Ask the New York Fire Depart ment. Approximately 1,200 people can fit safely into the Imperial Ballroom of the Sheraton Hotel. About half that number attended a panel discussion on interactive television at Jupiter Communications’ recent online advertising forum. That’s enough of a crowd to indicate the subject is getting hot, but no so warm as to worry the hook-and-ladder crowd.

If there was a general consensus, it was that interactive TV was probably a couple of years away from being a big deal in the U.S. However, it is possible—if not probable—that interactive TV will become a larger ad medium than the Internet within five years, perhaps overtaking conventional television in 10.

Why the wait? One limiting factor is technology. It’s not there yet. Interactive advertising on the computer requires a lot of cooperation from the “viewer” and a certain degree of technological sophistication. Plus, the computer crashes anyhow.

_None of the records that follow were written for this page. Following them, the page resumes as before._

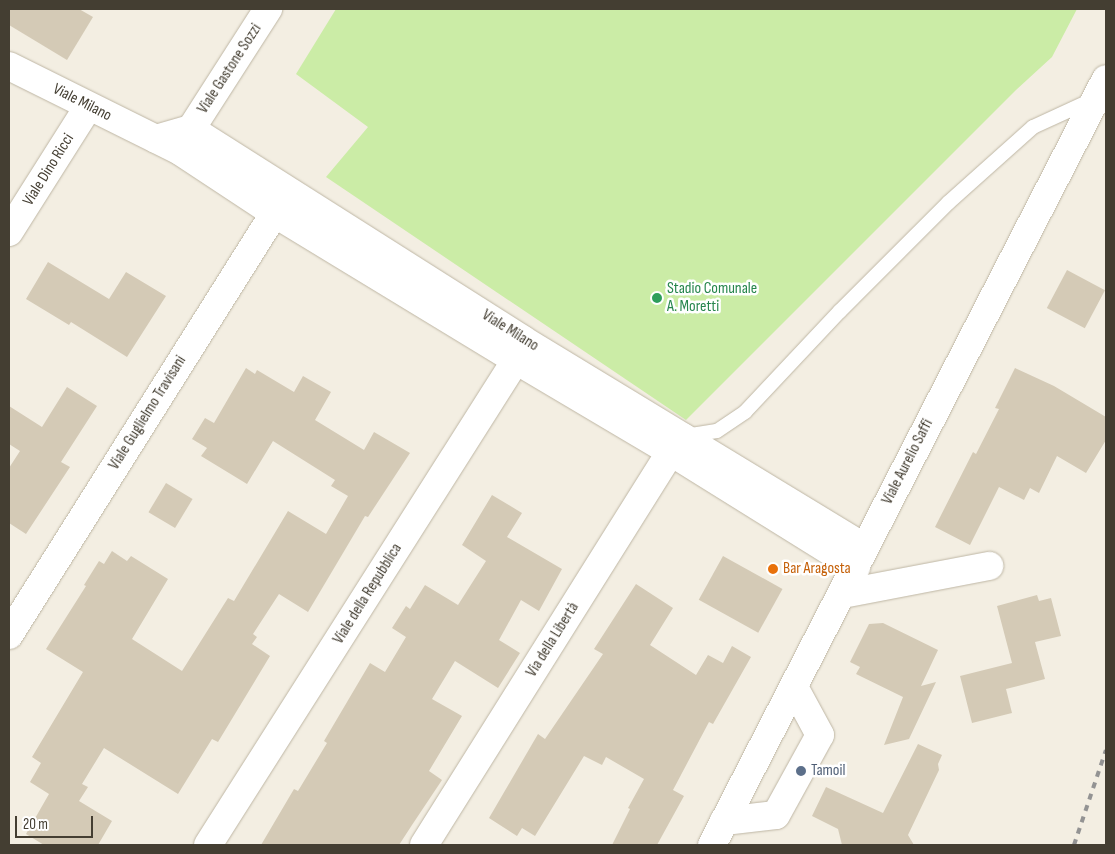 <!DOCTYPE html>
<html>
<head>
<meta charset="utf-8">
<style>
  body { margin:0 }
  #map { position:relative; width:1115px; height:854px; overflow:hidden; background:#f3eee2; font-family:"Sofia Sans Condensed",sans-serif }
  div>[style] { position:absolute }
  .green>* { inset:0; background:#cbeca6 }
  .building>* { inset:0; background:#d4cab6; transform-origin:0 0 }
  .roads { filter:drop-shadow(0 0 1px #beb6a4) drop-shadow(0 0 1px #beb6a4) }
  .service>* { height:14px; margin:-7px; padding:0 7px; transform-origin:7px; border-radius:7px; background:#fff }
  .minor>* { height:28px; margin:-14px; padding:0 14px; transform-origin:14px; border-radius:14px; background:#fff }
  .tertiary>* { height:28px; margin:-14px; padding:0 14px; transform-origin:14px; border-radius:14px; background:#fff }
  .rail>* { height:4px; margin-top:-2px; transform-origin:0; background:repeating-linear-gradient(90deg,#939393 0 6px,transparent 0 12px) }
  .dots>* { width:14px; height:14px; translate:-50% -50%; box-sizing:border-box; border:2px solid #fff; border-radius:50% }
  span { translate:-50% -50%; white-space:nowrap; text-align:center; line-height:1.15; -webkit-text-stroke:5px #fff; paint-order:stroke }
  .street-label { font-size:16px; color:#443e32 }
  .leisure-label { font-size:16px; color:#27864d }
  .left { translate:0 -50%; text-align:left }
  .food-label { font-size:16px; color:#c56008 }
  .service-label { font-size:16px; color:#4e5e75 }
  .frame { position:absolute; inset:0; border:10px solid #443e32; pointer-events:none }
  .scale { position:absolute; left:15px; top:816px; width:78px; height:22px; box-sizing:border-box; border:2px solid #443e32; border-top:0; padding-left:6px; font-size:15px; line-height:18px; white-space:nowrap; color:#443e32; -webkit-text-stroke:4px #fff; paint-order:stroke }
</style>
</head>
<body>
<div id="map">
  <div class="green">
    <i style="clip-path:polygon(336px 9px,1077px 9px,1052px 57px,1016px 90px,686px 420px,326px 177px,368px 127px,296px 74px)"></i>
  </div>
  <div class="building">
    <i style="clip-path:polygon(9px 9px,79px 9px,93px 17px,67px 60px,9px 25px)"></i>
    <i style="clip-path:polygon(48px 262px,109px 299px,126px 272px,166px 296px,127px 357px,71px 322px,69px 325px,26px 299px)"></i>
    <i style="left:1067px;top:270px;width:43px;height:43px;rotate:28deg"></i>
    <i style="clip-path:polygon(246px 368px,255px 374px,257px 370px,294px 392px,303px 376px,331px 392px,315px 420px,364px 450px,374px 432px,410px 453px,368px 517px,365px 516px,308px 612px,279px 594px,253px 634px,257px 637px,252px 644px,270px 656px,218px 742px,212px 739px,178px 794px,104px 748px,82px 784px,88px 787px,79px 801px,112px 821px,98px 845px,44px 845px,26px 834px,49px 794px,30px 782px,41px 763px,32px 757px,83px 672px,46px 649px,86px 586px,84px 585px,99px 561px,104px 564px,112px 551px,127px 561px,131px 556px,168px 579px,132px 639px,182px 671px,228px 598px,234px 601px,288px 511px,326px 534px,348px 496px,331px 486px,335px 480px,273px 441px,247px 484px,201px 456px,207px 448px,192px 439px,205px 418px,214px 423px)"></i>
    <i style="clip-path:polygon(1015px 368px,1054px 386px,1106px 417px,1106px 440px,1086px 473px,1057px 456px,1039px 493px,1030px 488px,1024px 500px,999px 487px,970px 545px,935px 527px,973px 452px,976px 454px,999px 409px,995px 408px)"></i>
    <i style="clip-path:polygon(67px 387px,97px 406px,61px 462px,70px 467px,26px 534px,9px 523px,9px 468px,20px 451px,9px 444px,9px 406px,42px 427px)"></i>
    <i style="left:166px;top:483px;width:31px;height:34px;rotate:31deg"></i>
    <i style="clip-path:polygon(492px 495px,522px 513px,507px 537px,562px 569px,539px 611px,521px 600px,499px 640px,520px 653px,498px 688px,455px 661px,432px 699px,462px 716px,429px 771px,442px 780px,412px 825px,399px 845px,261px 845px,294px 789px,298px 791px,327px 743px,324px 741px,370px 663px,385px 672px,406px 637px,392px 628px,406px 606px,410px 609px,425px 585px,458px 605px,486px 561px,462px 545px)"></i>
    <i style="left:723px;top:556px;width:68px;height:50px;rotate:29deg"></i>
    <i style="clip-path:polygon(636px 584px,673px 608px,650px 645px,696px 675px,708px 655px,723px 663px,732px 646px,751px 657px,713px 724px,709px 722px,673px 790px,684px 796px,657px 845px,612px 845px,630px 809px,628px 808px,644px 779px,606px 757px,602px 765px,584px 756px,535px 836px,522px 828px,517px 836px,489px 818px,538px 734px,545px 739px,603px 654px,594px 649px)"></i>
    <i style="clip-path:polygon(1037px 595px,1039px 601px,1051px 598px,1061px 636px,1035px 642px,1045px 679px,1006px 689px,1012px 713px,972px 723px,960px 676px,1012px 663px,997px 606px)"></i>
    <i style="clip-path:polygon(883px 623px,938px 650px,921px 686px,936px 682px,909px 739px,884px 745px,903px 697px,856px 674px,860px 667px,850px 662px,869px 624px)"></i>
    <i style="clip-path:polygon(918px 744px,942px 755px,938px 764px,939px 770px,908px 835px,914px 845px,842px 845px,838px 829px,812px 816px,826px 787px,883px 813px)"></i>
  </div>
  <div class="roads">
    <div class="service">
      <i style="left:685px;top:436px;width:32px;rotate:-9deg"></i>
      <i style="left:717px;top:431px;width:34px;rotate:-34deg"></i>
      <i style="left:745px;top:412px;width:139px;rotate:-46.8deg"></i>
      <i style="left:840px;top:311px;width:153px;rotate:-45deg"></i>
      <i style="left:948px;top:203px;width:114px;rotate:-41.8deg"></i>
      <i style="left:1033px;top:127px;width:65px;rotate:-24.6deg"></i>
    </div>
    <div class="minor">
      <i style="left:9px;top:66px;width:191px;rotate:26.4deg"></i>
      <i style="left:180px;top:151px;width:113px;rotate:33.4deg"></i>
      <i style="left:274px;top:213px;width:283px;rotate:31.3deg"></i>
      <i style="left:516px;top:360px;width:180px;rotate:30.7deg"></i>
      <i style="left:671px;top:452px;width:218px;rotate:31.9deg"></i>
      <i style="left:191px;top:129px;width:143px;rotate:-57.3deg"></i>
      <i style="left:156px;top:139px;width:36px;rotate:-16deg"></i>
      <i style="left:191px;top:129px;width:393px;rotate:32.4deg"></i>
      <i style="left:523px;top:340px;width:399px;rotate:31.3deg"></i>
      <i style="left:9px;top:232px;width:148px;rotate:-57.7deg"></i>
      <i style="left:842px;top:594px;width:150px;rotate:-10.8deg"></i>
      <i style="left:9px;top:635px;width:516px;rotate:-57.82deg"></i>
      <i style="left:724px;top:821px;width:52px;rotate:-6.6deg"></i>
      <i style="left:776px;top:815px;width:91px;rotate:-61.2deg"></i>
      <i style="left:820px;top:735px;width:55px;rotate:-118.4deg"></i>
      <i style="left:208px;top:845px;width:575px;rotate:-57.58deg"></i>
      <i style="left:516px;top:360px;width:17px;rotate:-69deg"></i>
      <i style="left:424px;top:845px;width:464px;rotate:-57.9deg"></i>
      <i style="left:671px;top:452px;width:19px;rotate:-51deg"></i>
    </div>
    <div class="tertiary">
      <i style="left:712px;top:845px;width:861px;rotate:-62.78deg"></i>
    </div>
  </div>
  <div class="rail">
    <i style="left:1074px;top:845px;width:100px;rotate:-71.4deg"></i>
  </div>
  <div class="dots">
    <i style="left:657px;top:298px;background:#2e9e5b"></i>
    <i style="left:773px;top:569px;background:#e8710a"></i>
    <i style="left:801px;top:771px;background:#5c6f8a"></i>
  </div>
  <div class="street-label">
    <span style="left:230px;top:69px;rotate:-57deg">Viale Gastone Sozzi</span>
    <span style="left:82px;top:103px;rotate:27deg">Viale Milano</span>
    <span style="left:49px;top:170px;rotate:-58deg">Viale Dino Ricci</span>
    <span style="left:510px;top:331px;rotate:32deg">Viale Milano</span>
    <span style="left:148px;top:413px;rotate:-58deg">Viale Guglielmo Travisani</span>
    <span style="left:908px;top:462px;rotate:-63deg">Viale Aurelio Saffi</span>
    <span style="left:368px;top:594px;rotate:-58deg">Viale della Repubblica</span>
    <span style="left:553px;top:640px;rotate:-58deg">Via della Libertà</span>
  </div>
  <div class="leisure-label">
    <span class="left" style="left:667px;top:298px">Stadio Comunale<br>A. Moretti</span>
  </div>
  <div class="food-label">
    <span class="left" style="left:783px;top:569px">Bar Aragosta</span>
  </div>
  <div class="service-label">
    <span class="left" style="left:811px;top:771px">Tamoil</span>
  </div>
  <div class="frame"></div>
  <div class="scale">20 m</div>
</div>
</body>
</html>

Say what you will about the “TV experience,” at least the technology always works, and it has for 50 years. Until the machinery and the message crafting can deliver that sort of goof-proof performance, interactive TV may be largely a cloistered realm peopled mostly by techies.

Interestingly, the technology needs only to be good enough. Beyond a certain point, color faxes, for example, or 200-mile-per-hour cars, extra enhancements are not especially necessary, practical, valuable or even legal. While the technology may continue to advance—as we saw with color, then stereo on broadcast television—the technological threshold for interactive TV may be relatively close at hand.

The interactive-TV pioneers are still in the groping stage. No one is sure what programming elements will be the most compelling for an interactive audience, or which advertising tactic the most persuasive. The best balance of programming vs. pluggery is undetermined. Some of today’s experiments require a two-screen hookup, with a viewer watching a show on TV and playing along on the computer. That seems like a lot of work, and how many people are videoscopically ambi dextrous?

For the rest of us, life divides quite neatly into two kinds of screen-based stuff: sit-back video, typified by today’s television, and sit-forward video, as seen on the computer. The route to success in sit-back video is clear: push attractive programming at the viewer. With sit forward, the user is more in command. But it requires a greater investment in time, money, training and attention.

There are far more couch potatoes out there than geeks—and even geeks need to vegetate occasionally—so it seems probable that the sensibilities of present-day TV—not computing—will predominate. But so far, the stars of the interactive-TV universe are not from the old-media world, at least in the U.S.

Interactive TV is more developed in Europe than here, and there are important lessons to be learned from the Europeans’ experience. Maybe they can repay us for developing and exporting the Internet by showing us the new ways to use TV.